> _Instructions for the task_: Every line below that has "from" in it should be copied.
======== The records ========
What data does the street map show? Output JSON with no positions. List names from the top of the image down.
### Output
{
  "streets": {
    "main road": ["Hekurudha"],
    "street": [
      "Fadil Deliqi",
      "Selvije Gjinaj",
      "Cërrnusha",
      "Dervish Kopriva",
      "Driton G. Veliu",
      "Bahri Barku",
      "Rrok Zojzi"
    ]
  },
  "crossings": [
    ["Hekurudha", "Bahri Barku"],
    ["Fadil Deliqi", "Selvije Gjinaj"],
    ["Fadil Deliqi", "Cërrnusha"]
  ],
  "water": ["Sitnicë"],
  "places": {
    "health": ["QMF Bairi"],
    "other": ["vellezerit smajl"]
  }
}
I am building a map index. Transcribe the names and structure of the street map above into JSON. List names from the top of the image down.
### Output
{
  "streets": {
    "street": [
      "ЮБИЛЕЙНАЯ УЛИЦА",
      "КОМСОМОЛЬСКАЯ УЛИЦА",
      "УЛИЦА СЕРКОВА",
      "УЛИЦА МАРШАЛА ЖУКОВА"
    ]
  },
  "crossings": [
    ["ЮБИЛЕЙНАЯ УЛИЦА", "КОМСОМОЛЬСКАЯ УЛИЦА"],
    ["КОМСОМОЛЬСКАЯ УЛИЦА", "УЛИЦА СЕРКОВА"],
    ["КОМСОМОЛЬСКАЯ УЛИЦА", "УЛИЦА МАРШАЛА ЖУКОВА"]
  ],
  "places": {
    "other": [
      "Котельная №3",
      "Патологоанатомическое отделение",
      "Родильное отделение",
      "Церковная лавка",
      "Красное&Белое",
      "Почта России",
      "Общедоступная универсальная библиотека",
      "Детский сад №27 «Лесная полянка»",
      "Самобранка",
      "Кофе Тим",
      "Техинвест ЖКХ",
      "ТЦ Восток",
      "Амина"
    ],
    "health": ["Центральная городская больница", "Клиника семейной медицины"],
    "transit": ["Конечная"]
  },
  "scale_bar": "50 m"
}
========
======== The records ========
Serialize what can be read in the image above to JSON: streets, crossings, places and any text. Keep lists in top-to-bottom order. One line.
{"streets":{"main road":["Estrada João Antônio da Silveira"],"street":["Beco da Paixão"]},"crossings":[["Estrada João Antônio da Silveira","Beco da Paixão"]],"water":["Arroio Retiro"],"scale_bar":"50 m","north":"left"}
========
======== The records ========
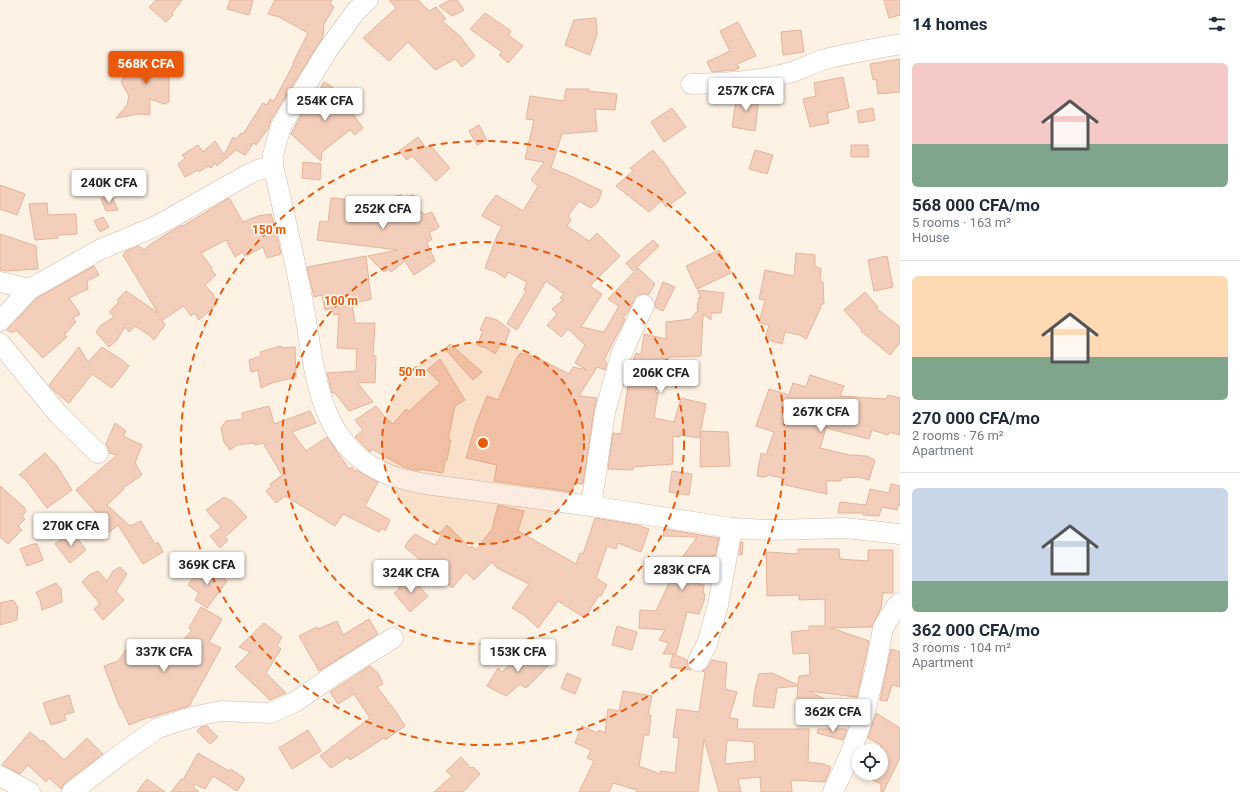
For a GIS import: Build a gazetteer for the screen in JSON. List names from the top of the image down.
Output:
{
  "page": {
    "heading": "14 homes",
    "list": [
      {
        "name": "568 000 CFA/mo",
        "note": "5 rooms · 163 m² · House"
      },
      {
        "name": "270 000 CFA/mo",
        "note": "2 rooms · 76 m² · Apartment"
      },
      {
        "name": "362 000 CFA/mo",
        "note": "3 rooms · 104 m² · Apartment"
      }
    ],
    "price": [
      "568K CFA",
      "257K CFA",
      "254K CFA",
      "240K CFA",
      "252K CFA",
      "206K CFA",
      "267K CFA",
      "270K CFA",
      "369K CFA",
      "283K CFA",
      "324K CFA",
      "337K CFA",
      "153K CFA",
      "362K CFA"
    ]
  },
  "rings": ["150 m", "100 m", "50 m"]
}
========
> _Reply to the task_:
What data does the street map show? Output JSON with no positions. List names from the top of the image down.
I am building a map index. Transcribe the names and structure of the street map above into JSON. List names from the top of the image down.
For a GIS import: Build a gazetteer for the screen in JSON. List names from the top of the image down.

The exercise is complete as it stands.